Given data:
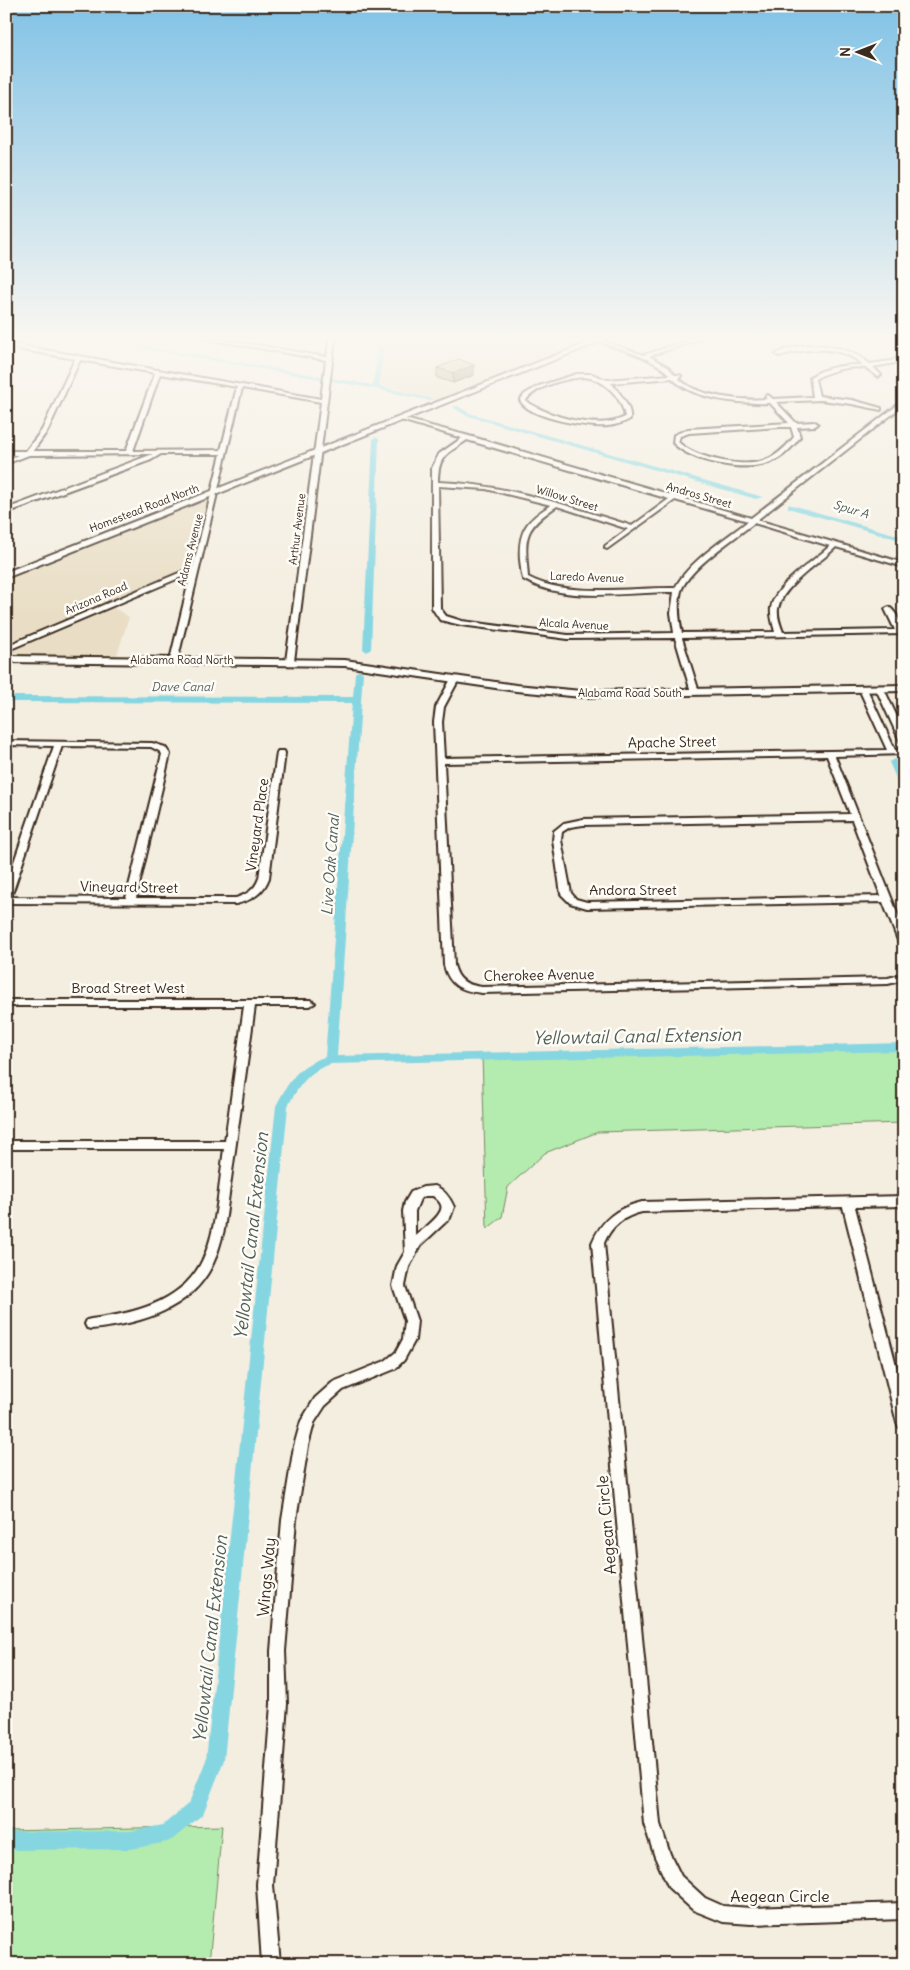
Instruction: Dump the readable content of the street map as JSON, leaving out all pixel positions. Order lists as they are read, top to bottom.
{
  "streets": {
    "main road": ["Homestead Road North", "Alabama Road North", "Alabama Road South"],
    "street": [
      "Andros Street",
      "Willow Street",
      "Arthur Avenue",
      "Adams Avenue",
      "Laredo Avenue",
      "Arizona Road",
      "Alcala Avenue",
      "Apache Street",
      "Vineyard Place",
      "Vineyard Street",
      "Andora Street",
      "Cherokee Avenue",
      "Broad Street West",
      "Aegean Circle",
      "Wings Way"
    ]
  },
  "crossings": [
    ["Andros Street", "Alcala Avenue"],
    ["Willow Street", "Laredo Avenue"],
    ["Willow Street", "Alcala Avenue"],
    ["Homestead Road North", "Arthur Avenue"],
    ["Homestead Road North", "Adams Avenue"],
    ["Arthur Avenue", "Alabama Road North"],
    ["Adams Avenue", "Arizona Road"],
    ["Adams Avenue", "Alabama Road North"],
    ["Alabama Road North", "Alabama Road South"],
    ["Alabama Road South", "Cherokee Avenue"],
    ["Apache Street", "Cherokee Avenue"],
    ["Vineyard Place", "Vineyard Street"]
  ],
  "water": [
    "Spur A",
    "Dave Canal",
    "Live Oak Canal",
    "Yellowtail Canal Extension"
  ],
  "north": "left"
}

Your task:
Every record above must be copied exactly; none of the pictures belong in the copy.

Task result:
Instruction: Dump the readable content of the street map as JSON, leaving out all pixel positions. Order lists as they are read, top to bottom.
{
  "streets": {
    "main road": ["Homestead Road North", "Alabama Road North", "Alabama Road South"],
    "street": [
      "Andros Street",
      "Willow Street",
      "Arthur Avenue",
      "Adams Avenue",
      "Laredo Avenue",
      "Arizona Road",
      "Alcala Avenue",
      "Apache Street",
      "Vineyard Place",
      "Vineyard Street",
      "Andora Street",
      "Cherokee Avenue",
      "Broad Street West",
      "Aegean Circle",
      "Wings Way"
    ]
  },
  "crossings": [
    ["Andros Street", "Alcala Avenue"],
    ["Willow Street", "Laredo Avenue"],
    ["Willow Street", "Alcala Avenue"],
    ["Homestead Road North", "Arthur Avenue"],
    ["Homestead Road North", "Adams Avenue"],
    ["Arthur Avenue", "Alabama Road North"],
    ["Adams Avenue", "Arizona Road"],
    ["Adams Avenue", "Alabama Road North"],
    ["Alabama Road North", "Alabama Road South"],
    ["Alabama Road South", "Cherokee Avenue"],
    ["Apache Street", "Cherokee Avenue"],
    ["Vineyard Place", "Vineyard Street"]
  ],
  "water": [
    "Spur A",
    "Dave Canal",
    "Live Oak Canal",
    "Yellowtail Canal Extension"
  ],
  "north": "left"
}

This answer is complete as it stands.